La fin de la session achèvera de porter le calme dans les affaires intérieures. M. Guizot quitte Paris dans peu de jours ; M. Duvergier de Hauranne, M. de Rémusat, M. Jaubert, vont se reposer dans leurs terres des fatigues de la campagne législative, et M. Duchâtel se dispose à entreprendre un voyage à Lyon, à Bordeaux, et à visiter plusieurs autres villes de commerce et de manufactures. En général, le parti se flatte de revenir très prochainement au pouvoir. Ses principaux membres parlent avec confiance de leur nouveau ministère, et se regardent comme destinés à rétablir la tranquillité publique, qui doit être troublée avant peu ; on dirait, du moins, qu’ils l’espèrent. Il est réel, en effet, que l’ordre et la tranquillité publique ont été garantis, en quelque sorte, par le ministère actuel ; mais tout porte à croire, au contraire, et à espérer que la clémence du roi produira les meilleurs effets.

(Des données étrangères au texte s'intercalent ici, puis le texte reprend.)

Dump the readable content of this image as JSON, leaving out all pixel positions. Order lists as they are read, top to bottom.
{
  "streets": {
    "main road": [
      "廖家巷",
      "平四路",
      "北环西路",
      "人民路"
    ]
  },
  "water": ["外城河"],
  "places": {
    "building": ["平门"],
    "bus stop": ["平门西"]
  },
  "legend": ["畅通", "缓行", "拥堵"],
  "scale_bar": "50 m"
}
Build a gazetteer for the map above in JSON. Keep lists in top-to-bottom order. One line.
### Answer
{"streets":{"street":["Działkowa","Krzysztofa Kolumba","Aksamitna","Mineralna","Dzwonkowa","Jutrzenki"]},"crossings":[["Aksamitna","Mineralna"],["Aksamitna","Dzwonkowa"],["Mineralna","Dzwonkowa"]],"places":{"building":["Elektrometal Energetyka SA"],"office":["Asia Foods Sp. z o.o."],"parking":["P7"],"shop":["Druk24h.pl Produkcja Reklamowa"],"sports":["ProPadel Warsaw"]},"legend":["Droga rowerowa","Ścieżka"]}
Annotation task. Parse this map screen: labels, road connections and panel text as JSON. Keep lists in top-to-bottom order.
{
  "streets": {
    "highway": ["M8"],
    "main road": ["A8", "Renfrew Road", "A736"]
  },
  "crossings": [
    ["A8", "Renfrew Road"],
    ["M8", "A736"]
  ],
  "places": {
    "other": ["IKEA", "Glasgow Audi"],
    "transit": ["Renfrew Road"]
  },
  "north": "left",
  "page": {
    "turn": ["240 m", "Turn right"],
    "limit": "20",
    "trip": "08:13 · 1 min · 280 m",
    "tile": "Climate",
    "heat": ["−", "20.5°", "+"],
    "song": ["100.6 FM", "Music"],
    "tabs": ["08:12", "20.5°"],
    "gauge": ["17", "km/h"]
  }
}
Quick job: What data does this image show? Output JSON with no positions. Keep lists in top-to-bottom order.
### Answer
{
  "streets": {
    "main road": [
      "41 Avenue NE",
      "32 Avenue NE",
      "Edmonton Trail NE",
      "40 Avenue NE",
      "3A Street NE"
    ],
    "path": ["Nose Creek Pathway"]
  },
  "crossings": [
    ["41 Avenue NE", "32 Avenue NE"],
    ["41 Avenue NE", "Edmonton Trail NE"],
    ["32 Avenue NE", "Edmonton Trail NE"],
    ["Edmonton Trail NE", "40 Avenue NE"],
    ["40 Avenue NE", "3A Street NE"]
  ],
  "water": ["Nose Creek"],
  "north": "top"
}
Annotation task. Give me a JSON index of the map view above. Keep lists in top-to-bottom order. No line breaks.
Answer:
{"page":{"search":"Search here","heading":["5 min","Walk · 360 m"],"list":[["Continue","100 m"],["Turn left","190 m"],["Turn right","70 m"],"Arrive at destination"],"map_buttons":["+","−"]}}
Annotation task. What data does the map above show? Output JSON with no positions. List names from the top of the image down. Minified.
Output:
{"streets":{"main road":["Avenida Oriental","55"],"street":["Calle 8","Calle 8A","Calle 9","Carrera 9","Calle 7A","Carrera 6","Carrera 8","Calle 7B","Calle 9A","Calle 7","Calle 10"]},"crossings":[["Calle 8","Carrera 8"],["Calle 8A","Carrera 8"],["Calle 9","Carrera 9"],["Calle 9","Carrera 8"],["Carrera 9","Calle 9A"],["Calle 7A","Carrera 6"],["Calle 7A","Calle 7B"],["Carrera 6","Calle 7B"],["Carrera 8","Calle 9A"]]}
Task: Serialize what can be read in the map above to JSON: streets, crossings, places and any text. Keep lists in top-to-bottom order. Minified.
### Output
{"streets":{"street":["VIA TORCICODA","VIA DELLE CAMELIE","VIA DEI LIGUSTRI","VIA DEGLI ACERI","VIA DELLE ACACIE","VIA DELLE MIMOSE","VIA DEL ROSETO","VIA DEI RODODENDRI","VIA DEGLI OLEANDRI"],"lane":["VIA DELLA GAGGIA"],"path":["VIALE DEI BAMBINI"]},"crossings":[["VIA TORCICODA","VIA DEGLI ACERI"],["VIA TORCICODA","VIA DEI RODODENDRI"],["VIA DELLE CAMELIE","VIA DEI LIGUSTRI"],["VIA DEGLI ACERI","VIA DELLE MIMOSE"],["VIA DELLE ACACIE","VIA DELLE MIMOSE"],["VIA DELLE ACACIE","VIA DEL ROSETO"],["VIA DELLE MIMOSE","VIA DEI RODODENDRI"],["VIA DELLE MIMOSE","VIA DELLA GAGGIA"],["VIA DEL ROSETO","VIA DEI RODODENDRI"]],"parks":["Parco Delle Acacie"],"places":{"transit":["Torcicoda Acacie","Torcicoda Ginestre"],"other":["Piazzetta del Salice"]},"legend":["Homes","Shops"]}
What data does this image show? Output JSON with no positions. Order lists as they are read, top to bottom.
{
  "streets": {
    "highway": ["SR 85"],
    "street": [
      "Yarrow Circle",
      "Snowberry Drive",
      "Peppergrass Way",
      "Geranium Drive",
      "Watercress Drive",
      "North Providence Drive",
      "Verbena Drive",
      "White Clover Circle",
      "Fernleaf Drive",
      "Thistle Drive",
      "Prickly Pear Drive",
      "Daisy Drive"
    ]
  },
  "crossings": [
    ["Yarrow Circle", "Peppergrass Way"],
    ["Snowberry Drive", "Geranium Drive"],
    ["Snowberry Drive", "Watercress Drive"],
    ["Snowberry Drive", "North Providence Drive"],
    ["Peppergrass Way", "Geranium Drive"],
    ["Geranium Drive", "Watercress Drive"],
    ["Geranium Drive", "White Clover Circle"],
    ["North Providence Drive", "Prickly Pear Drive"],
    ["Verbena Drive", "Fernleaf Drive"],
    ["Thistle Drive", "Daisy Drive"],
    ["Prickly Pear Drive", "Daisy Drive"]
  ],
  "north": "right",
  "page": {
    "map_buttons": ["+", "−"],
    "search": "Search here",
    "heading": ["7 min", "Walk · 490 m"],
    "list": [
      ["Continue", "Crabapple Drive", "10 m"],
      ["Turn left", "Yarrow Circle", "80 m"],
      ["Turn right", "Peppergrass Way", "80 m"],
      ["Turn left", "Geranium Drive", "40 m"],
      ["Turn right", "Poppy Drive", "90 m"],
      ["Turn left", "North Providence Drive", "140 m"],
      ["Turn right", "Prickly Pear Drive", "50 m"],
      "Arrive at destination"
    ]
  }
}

Le Journal de Paris a parlé avec une spirituelle ironie d’une mission donnée par le ministre de l’instruction publique à M. Dujardin, chargé d’aller examiner des manuscrits coptes à Leyde, où, suivant ce journal, il n’y a pas de manuscrits coptes. M. Dujardin est un savant modeste et laborieux, qui a renoncé à l’étude de la médecine, et s’est réduit à la vie la plus médiocre, pour se livrer à l’étude de la langue copte. On a pu même remarquer, dans la dernière livraison de la Revue des Deux Mondes, un curieux travail de M. Dujardin sur l’Interprétation des hiéroglyphes. M. Guizot, à qui nous sommes heureux de rendre cette justice, avait accordé à M. Dujardin, sur la demande de M. Fauriel, les moyens de remplir la mission que ce savant vient d’entreprendre. M. de Salvandy n’a donc fait que remplir les louables intentions de son prédécesseur, en envoyant M. Dujardin à Leyde, où il se trouve des manuscrits coptes d’une grande valeur ; et le Journal de Paris, en se moquant de cette mission, a frappé sans le vouloir sur ses amis, comme il lui est arrivé souvent. Plut à Dieu que M. Guizot, pendant son ministère, n’eût accordé d’encouragement qu’à des hommes tels que M. Dujardin. Les lettres et les sciences et le parti doctrinaire lui-même, s’en seraient bien trouvés.